Patient Instructions: Central Line Care for Dialysis Patients

Patient Instructions: Central Line Care for Dialysis Patients

These instructions are for Children’s Hospital of Philadelphia (CHOP) dialysis patients going home with a tunneled central venous catheter, also called a central line. 

Central Venous Catheter

Important information about the tunneled central line:

  • Learn more about a tunneled central line.
  • Two lumens of a central line
    Two lumens of a central line
    The central line has two outside tubes called lumens. These lumens are used by the dialysis team for dialysis treatment. This may include medicines, fluids, blood products, or drawing blood samples. You will need to provide special care for your child’s central line when they are not in the hospital.
  • A clinician will teach you how to change the central line dressing. You may not change a dressing alone until you are approved by the dialysis team.
  • The TEGO® cap on the end of each lumen of the catheter needs to be changed once a week. ClearGuard™ caps are changed with each treatment. All caps are changed by the nurse.
  • The central line catheter should be secured to avoid dangling, and always kept away from the diaper area. Lumens should be in the Roo Defender™ at all times.
  • It is important to watch your child carefully while playing and if your child is of teething age to avoid pulling, breaks or leaks in the catheter.

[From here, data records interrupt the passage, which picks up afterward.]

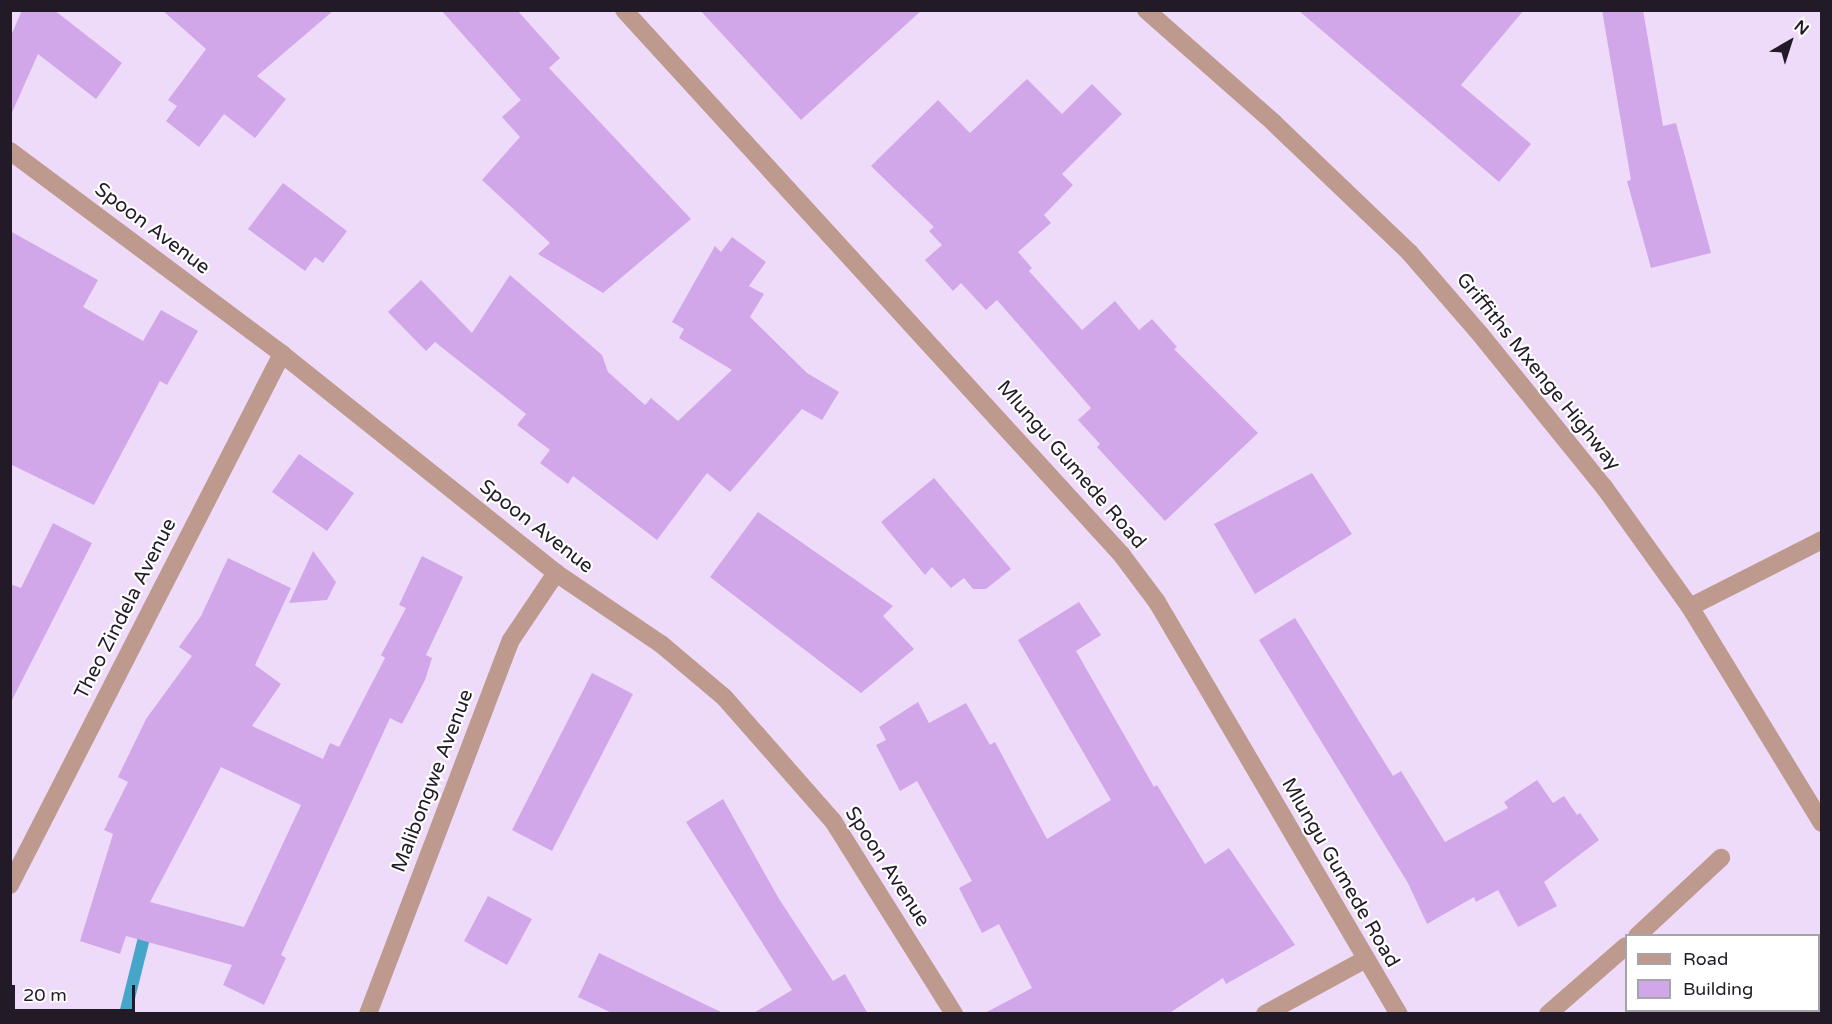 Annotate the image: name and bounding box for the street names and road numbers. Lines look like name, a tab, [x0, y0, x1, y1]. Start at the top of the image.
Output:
street label: Spoon Avenue	[90, 178, 214, 280]
street label: Griffiths Mxenge Highway	[1451, 268, 1625, 476]
street label: Mlungu Gumede Road	[991, 376, 1151, 554]
street label: Spoon Avenue	[474, 475, 598, 579]
street label: Theo Zindela Avenue	[70, 515, 182, 703]
street label: Malibongwe Avenue	[387, 686, 479, 876]
street label: Mlungu Gumede Road	[1276, 774, 1404, 972]
street label: Spoon Avenue	[839, 803, 935, 931]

Important information about heparin for dialysis treatment:

  • When your child is not getting IV antibiotics or fluids through the central line, blood can back up and cause the catheter to clot. To prevent clotting, the catheter is flushed with heparin.
  • Heparin may be put into the red and blue lumens of the catheter at the end of treatment. This heparin stays in the lumens until the next dialysis treatment.
  • Heparin doses are carefully calculated by your healthcare provider. Patients typically receive an initial dose of heparin in the beginning of their treatment. A smaller dose of heparin is infused and stopped at least 30 minutes before the end of the dialysis treatment to allow your child’s blood clotting time to return to normal.
  • It is important that heparin is removed from each lumen of the catheter before flushing with saline. If the heparin is not removed and it is flushed through, your child might bleed. For safety, we put a label over the catheter to notify staff that there is heparin in both lumens. This label will remind staff to remove the heparin before flushing the catheter.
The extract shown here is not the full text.